◆ Task brief ◆
Return, exactly as written, every line from the first line of the data below through the line that contains "position:absolute; translate:-50% -102px;".

(Data for this exercise begins)

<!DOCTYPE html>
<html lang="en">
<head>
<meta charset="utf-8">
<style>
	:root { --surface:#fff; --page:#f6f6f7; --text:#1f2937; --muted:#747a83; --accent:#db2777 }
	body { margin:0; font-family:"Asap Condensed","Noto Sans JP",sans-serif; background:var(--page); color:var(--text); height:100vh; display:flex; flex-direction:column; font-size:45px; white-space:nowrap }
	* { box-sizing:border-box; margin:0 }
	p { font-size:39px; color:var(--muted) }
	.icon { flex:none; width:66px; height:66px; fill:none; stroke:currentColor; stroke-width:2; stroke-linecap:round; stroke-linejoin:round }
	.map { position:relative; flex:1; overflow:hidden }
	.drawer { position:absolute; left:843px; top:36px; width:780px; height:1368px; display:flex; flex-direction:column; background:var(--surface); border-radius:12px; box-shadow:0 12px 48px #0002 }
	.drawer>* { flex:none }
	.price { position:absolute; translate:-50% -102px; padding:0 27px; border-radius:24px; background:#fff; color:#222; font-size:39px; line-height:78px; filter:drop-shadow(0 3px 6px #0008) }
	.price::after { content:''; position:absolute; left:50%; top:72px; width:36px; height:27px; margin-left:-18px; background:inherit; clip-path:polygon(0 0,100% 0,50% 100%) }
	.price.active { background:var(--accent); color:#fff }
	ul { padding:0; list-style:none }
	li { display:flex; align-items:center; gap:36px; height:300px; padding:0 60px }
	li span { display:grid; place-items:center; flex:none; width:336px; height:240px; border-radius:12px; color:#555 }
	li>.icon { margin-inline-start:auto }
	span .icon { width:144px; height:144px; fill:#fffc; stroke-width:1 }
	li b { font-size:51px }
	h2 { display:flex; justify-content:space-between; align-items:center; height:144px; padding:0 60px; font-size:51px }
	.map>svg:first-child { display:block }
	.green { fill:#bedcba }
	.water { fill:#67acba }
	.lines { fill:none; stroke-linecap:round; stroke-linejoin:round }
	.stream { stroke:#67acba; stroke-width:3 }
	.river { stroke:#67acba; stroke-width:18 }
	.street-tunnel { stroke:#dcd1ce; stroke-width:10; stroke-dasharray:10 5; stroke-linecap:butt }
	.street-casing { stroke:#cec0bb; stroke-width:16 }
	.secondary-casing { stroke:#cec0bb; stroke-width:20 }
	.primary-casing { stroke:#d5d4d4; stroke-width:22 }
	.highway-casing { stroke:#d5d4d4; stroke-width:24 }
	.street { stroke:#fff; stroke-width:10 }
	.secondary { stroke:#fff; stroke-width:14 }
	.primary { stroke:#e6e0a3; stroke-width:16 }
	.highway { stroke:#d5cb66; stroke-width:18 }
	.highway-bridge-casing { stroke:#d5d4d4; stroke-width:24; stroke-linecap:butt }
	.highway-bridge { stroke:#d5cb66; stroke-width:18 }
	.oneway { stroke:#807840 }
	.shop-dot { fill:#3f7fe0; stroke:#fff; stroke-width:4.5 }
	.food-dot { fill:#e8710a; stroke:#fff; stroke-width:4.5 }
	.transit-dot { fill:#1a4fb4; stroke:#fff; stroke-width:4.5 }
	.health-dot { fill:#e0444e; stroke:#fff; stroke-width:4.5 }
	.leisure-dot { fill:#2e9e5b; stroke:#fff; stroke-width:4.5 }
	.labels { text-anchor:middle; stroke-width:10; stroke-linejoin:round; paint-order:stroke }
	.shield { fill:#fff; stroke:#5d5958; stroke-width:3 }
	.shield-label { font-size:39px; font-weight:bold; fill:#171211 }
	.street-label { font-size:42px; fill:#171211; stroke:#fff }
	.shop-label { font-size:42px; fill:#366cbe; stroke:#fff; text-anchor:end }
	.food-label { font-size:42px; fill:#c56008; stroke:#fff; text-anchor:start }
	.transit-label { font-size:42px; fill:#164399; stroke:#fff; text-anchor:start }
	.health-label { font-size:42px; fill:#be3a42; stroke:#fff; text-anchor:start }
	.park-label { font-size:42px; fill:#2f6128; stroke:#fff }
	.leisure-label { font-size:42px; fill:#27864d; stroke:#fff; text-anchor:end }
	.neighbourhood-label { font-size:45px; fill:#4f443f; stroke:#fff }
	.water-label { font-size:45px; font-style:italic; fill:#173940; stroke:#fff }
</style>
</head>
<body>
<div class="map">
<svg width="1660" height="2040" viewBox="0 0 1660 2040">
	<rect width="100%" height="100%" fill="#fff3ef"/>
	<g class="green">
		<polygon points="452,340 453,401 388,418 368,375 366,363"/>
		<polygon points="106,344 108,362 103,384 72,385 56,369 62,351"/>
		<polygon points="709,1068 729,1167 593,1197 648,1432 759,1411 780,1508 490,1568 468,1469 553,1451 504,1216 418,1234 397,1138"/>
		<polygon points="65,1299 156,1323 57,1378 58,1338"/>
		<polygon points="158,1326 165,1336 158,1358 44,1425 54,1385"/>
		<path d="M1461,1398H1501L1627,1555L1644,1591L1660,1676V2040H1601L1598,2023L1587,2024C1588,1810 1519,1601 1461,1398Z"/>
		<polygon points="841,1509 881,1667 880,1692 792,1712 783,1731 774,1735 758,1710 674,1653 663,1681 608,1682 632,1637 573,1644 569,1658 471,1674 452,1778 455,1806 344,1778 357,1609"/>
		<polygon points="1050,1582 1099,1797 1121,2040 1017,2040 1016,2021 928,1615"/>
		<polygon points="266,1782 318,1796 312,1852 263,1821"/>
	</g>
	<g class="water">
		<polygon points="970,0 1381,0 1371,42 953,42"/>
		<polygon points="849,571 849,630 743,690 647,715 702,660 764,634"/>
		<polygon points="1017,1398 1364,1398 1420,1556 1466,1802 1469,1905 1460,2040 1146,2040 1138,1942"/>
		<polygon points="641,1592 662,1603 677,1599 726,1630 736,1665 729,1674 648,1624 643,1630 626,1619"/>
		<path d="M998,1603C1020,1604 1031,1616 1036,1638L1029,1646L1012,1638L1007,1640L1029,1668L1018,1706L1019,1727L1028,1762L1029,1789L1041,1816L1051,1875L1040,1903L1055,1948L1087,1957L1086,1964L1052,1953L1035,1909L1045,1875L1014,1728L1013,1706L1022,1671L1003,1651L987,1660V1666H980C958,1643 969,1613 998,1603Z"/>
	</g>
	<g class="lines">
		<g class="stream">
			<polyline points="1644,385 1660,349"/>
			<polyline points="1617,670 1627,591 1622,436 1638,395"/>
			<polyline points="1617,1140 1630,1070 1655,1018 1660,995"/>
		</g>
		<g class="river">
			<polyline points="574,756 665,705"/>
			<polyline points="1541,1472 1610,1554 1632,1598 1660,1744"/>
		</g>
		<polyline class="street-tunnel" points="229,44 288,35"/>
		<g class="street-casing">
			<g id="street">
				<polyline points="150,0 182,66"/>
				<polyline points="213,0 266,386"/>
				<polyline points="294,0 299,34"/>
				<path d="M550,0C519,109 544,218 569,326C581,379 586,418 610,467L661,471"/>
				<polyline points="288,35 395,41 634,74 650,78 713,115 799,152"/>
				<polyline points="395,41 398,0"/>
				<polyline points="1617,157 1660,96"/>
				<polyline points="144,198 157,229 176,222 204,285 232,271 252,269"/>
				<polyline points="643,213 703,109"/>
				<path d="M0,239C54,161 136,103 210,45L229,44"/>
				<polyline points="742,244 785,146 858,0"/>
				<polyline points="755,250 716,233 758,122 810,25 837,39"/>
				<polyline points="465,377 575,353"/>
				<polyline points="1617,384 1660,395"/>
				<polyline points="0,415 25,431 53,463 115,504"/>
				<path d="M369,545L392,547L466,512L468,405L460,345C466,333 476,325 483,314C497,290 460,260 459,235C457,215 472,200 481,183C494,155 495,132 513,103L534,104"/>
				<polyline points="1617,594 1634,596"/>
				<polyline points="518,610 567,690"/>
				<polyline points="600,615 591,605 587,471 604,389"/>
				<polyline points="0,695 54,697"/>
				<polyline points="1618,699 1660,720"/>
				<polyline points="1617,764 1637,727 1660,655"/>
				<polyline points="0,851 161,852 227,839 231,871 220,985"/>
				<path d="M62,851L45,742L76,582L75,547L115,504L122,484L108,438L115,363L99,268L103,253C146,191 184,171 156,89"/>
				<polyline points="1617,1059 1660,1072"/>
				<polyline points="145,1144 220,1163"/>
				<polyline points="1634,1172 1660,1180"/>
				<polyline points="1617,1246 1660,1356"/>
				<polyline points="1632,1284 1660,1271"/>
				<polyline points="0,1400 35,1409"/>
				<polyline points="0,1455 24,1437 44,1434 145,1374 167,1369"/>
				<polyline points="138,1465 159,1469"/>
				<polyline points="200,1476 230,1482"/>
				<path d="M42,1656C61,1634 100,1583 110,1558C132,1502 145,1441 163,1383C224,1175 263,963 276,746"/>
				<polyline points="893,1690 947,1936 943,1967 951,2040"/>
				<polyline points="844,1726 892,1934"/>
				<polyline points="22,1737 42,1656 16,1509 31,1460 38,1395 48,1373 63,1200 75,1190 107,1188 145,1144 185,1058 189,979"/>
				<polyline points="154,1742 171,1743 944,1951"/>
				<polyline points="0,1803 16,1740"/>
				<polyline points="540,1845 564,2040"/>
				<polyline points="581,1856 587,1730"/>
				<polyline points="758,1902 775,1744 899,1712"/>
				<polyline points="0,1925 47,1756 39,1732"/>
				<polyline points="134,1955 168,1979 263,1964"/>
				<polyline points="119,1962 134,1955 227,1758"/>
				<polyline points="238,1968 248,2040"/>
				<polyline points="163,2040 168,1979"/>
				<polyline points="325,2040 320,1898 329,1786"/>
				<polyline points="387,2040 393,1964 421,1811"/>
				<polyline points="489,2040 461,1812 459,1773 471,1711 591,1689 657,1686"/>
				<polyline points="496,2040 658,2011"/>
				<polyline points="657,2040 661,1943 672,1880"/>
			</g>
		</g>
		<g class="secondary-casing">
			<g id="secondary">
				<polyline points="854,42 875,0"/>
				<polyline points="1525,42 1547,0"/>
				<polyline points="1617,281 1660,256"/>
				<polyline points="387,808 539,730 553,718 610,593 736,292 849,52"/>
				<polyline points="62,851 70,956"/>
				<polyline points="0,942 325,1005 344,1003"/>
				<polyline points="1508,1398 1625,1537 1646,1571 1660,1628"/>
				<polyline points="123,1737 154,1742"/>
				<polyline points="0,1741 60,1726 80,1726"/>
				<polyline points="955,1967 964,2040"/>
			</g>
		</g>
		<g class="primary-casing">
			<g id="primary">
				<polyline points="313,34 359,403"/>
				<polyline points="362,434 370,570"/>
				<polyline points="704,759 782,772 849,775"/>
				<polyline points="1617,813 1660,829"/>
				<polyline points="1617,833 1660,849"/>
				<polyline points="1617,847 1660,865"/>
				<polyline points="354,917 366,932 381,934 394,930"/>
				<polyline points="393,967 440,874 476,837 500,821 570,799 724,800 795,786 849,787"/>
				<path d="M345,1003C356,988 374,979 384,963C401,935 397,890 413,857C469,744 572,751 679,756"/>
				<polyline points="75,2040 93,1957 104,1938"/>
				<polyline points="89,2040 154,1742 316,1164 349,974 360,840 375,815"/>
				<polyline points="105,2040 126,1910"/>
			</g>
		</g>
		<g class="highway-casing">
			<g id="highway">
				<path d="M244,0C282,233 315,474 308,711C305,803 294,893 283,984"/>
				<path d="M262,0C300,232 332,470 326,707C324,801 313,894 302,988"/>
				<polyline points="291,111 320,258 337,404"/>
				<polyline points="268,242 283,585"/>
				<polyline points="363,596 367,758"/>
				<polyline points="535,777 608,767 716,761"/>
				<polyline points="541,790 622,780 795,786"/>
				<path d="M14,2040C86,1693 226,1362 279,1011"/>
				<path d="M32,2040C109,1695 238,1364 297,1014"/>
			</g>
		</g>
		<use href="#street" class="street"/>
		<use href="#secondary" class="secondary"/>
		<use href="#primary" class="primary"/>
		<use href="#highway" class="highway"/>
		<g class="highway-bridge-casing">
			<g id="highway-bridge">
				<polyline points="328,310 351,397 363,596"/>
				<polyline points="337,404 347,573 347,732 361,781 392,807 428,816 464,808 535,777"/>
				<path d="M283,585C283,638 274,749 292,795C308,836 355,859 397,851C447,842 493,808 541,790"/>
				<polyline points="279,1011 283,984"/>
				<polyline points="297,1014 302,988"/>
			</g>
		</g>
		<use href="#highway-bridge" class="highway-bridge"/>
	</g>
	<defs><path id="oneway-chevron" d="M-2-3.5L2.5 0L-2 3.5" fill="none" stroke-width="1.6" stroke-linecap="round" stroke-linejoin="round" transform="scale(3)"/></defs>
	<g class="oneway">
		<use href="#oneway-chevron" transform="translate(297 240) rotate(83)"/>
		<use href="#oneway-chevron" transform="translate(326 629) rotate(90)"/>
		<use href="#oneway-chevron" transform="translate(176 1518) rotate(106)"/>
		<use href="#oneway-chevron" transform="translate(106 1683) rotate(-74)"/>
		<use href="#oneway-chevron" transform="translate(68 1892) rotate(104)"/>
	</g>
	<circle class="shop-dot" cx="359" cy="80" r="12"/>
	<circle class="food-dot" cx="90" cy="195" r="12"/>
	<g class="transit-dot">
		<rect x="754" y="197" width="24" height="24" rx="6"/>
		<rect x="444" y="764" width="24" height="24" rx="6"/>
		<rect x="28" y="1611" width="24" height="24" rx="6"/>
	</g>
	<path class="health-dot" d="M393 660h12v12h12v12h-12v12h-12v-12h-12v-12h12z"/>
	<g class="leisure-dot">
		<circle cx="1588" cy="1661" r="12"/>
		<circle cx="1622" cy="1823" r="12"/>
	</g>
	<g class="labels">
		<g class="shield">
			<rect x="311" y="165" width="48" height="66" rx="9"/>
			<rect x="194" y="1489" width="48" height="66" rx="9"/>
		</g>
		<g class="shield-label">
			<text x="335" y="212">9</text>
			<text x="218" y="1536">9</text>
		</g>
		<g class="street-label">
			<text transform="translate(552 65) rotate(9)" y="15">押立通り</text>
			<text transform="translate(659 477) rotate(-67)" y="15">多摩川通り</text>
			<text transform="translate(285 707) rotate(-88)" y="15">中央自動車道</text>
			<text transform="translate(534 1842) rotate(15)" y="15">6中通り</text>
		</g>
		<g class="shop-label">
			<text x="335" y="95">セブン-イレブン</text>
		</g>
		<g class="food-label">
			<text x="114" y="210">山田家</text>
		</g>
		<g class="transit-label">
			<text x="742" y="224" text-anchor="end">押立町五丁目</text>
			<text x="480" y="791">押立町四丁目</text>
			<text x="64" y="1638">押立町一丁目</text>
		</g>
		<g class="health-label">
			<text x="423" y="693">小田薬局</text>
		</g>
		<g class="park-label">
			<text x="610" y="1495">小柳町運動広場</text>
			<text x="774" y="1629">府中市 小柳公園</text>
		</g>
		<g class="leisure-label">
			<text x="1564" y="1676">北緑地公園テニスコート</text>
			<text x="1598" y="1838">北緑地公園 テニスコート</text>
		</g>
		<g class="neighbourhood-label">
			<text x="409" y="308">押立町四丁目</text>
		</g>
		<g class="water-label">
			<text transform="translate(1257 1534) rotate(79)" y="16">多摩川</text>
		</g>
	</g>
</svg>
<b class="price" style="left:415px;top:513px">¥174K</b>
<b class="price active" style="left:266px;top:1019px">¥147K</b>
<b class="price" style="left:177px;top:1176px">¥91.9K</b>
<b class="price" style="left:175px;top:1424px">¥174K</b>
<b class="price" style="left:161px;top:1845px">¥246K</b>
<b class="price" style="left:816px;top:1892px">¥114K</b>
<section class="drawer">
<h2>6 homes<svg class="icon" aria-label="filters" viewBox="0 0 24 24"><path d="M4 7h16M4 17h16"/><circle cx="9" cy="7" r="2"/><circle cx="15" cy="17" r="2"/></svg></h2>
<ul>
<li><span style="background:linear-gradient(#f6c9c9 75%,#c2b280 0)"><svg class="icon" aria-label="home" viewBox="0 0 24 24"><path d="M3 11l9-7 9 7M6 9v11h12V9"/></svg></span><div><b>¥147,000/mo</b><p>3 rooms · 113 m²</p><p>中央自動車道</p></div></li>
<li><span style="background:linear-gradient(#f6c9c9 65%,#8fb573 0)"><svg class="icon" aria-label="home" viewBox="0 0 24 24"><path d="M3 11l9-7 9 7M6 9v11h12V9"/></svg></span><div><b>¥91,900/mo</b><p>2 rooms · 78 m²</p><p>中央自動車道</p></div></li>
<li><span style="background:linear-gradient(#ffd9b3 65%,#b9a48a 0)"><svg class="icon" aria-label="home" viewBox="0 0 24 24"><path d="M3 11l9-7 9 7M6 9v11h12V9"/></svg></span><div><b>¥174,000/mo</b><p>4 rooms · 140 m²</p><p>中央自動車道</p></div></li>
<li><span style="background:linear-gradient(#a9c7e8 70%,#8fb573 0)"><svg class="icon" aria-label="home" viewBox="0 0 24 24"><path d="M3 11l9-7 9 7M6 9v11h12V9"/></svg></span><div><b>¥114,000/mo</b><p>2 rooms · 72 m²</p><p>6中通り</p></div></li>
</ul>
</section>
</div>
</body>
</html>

(Data for this exercise ends)

◆ Exercise output ◆
<!DOCTYPE html>
<html lang="en">
<head>
<meta charset="utf-8">
<style>
	:root { --surface:#fff; --page:#f6f6f7; --text:#1f2937; --muted:#747a83; --accent:#db2777 }
	body { margin:0; font-family:"Asap Condensed","Noto Sans JP",sans-serif; background:var(--page); color:var(--text); height:100vh; display:flex; flex-direction:column; font-size:45px; white-space:nowrap }
	* { box-sizing:border-box; margin:0 }
	p { font-size:39px; color:var(--muted) }
	.icon { flex:none; width:66px; height:66px; fill:none; stroke:currentColor; stroke-width:2; stroke-linecap:round; stroke-linejoin:round }
	.map { position:relative; flex:1; overflow:hidden }
	.drawer { position:absolute; left:843px; top:36px; width:780px; height:1368px; display:flex; flex-direction:column; background:var(--surface); border-radius:12px; box-shadow:0 12px 48px #0002 }
	.drawer>* { flex:none }
	.price { position:absolute; translate:-50% -102px; padding:0 27px; border-radius:24px; background:#fff; color:#222; font-size:39px; line-height:78px; filter:drop-shadow(0 3px 6px #0008) }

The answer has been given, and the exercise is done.